■ Problem to work on ■
Scan the records for the word "page". Report each line where it occurs.

■ Source data ■
- Opening Delimiter -

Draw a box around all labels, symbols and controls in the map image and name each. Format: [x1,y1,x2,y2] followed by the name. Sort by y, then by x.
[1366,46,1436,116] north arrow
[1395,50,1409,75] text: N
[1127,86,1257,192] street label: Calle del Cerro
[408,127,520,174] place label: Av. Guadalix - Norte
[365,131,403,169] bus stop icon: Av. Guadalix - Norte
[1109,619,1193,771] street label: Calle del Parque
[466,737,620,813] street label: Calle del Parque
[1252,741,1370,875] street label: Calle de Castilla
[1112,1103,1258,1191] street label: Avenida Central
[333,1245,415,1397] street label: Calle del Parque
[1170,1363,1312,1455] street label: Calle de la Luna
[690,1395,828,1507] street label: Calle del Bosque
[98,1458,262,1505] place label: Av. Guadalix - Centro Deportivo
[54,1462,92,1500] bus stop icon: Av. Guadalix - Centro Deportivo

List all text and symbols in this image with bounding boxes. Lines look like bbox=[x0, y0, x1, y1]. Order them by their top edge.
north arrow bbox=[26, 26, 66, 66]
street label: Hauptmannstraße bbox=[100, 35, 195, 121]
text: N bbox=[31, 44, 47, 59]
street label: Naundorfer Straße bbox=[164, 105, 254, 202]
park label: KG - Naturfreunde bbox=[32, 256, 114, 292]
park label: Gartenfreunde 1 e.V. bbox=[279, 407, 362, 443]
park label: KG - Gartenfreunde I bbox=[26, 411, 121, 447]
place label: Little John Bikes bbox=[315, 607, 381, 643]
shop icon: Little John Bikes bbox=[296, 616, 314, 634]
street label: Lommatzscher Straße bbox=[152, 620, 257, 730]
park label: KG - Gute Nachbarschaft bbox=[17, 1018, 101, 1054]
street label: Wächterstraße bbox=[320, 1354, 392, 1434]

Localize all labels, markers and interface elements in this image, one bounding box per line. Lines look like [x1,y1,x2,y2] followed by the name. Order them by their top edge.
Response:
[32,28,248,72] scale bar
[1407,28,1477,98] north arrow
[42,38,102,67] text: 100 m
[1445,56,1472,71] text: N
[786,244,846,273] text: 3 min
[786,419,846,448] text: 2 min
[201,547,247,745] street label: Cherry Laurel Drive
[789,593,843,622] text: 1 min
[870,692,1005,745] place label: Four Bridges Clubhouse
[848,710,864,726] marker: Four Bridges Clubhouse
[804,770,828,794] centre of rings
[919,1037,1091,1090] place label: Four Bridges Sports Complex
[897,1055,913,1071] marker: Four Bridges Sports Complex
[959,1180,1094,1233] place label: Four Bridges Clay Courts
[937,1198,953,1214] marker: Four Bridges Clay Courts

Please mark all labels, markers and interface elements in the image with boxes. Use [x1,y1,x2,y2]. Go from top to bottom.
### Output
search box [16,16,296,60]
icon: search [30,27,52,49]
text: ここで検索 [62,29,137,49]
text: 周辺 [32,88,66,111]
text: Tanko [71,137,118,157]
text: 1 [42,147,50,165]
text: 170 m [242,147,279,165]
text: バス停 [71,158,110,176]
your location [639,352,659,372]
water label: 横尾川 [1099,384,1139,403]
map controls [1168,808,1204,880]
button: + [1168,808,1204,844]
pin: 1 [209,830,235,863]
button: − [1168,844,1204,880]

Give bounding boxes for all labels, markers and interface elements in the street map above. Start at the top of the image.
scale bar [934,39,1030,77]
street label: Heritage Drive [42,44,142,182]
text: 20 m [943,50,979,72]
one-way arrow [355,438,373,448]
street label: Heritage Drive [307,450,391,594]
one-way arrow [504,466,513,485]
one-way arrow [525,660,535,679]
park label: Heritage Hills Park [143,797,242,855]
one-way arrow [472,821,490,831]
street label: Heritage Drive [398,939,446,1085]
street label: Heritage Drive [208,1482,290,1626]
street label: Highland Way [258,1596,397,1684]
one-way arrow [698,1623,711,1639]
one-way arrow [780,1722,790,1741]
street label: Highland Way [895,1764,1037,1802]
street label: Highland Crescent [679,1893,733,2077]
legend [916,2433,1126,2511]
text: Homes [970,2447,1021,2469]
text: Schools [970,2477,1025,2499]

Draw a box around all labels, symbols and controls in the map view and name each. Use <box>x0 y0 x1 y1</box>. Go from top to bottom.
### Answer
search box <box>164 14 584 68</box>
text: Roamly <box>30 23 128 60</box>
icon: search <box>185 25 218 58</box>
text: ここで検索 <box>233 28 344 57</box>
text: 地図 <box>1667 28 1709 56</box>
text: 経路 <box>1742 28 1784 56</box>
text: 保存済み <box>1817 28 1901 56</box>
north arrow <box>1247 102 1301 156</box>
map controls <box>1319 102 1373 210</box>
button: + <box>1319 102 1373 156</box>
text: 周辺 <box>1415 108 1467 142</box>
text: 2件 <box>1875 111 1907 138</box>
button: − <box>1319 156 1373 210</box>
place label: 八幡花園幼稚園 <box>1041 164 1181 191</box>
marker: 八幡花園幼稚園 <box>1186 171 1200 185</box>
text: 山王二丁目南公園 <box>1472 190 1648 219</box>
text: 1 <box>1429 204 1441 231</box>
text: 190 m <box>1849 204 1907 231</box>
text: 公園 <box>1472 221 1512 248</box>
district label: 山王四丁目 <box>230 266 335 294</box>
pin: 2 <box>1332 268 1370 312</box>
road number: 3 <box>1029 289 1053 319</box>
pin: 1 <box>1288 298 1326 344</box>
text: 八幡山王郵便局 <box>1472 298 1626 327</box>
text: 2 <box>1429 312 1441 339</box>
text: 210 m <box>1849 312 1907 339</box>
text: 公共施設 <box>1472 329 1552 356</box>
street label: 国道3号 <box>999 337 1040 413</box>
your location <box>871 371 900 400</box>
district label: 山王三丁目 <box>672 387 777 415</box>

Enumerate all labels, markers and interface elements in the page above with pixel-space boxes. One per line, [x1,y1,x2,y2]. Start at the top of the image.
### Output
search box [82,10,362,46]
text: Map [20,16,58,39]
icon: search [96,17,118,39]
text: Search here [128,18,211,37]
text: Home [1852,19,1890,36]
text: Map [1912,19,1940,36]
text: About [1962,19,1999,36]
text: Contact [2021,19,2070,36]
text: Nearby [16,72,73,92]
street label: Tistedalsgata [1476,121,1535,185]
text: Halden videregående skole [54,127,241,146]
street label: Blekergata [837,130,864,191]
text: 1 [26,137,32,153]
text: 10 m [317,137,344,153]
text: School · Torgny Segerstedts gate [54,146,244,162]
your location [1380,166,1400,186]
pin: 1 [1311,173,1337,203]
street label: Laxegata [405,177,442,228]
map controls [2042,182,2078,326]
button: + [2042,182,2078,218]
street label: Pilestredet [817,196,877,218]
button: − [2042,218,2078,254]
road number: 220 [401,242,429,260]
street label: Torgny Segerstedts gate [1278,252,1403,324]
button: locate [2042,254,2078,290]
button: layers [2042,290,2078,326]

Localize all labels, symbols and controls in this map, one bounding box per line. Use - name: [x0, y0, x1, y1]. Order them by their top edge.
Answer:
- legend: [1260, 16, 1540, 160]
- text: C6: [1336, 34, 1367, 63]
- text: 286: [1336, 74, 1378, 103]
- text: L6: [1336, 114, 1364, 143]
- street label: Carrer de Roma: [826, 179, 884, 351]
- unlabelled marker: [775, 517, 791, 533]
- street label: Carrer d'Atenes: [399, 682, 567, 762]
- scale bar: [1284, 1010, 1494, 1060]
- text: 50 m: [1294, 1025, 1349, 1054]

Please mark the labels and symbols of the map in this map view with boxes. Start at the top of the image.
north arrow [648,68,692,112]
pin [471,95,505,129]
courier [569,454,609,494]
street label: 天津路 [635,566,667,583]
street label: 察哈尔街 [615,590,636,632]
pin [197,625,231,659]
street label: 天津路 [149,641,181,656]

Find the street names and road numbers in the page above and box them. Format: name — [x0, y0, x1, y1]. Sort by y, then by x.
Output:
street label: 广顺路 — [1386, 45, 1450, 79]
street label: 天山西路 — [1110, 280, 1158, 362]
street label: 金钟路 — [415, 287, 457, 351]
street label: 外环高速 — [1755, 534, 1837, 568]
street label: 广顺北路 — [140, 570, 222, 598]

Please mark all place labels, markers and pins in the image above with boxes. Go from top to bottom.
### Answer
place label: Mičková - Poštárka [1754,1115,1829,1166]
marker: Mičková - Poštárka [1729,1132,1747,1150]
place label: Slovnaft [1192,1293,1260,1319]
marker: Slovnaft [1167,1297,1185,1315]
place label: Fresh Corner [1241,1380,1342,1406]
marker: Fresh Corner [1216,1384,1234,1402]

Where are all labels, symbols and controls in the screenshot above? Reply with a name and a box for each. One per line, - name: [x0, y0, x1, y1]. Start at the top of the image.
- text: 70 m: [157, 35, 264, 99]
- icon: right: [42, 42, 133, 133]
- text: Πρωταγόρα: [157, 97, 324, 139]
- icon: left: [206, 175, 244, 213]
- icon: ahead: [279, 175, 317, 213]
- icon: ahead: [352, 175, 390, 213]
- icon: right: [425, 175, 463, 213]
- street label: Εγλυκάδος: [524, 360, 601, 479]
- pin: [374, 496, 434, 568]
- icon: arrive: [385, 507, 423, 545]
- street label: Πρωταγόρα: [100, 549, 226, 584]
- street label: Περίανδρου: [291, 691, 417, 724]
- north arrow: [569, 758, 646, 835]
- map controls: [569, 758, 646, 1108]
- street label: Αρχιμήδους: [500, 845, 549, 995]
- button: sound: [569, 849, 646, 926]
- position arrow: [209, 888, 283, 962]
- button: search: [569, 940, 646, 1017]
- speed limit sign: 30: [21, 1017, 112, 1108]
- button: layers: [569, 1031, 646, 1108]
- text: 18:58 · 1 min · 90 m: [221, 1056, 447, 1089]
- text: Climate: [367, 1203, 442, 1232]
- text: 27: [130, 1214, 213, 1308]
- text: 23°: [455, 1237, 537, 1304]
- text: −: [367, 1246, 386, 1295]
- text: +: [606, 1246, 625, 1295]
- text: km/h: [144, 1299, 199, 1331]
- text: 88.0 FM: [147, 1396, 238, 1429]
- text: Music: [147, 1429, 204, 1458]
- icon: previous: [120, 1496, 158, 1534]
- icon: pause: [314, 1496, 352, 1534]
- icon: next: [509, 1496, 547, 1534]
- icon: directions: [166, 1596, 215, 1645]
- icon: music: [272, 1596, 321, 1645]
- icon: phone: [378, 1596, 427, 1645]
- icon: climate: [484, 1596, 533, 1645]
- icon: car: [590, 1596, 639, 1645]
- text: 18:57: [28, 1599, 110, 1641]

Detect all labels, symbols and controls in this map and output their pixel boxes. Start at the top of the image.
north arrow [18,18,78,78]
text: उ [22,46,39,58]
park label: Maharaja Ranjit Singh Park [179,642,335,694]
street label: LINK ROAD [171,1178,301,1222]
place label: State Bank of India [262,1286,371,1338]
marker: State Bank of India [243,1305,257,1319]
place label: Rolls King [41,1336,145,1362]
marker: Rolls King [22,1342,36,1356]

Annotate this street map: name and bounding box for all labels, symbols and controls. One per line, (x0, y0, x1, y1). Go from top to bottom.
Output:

- Closing Delimiter -

■ The completed task ■
Enumerate all labels, markers and interface elements in the page above with pixel-space boxes. One per line, [x1,y1,x2,y2]. Start at the top of the image.
Find the street names and road numbers in the page above and box them. Format: name — [x0, y0, x1, y1]. Sort by y, then by x.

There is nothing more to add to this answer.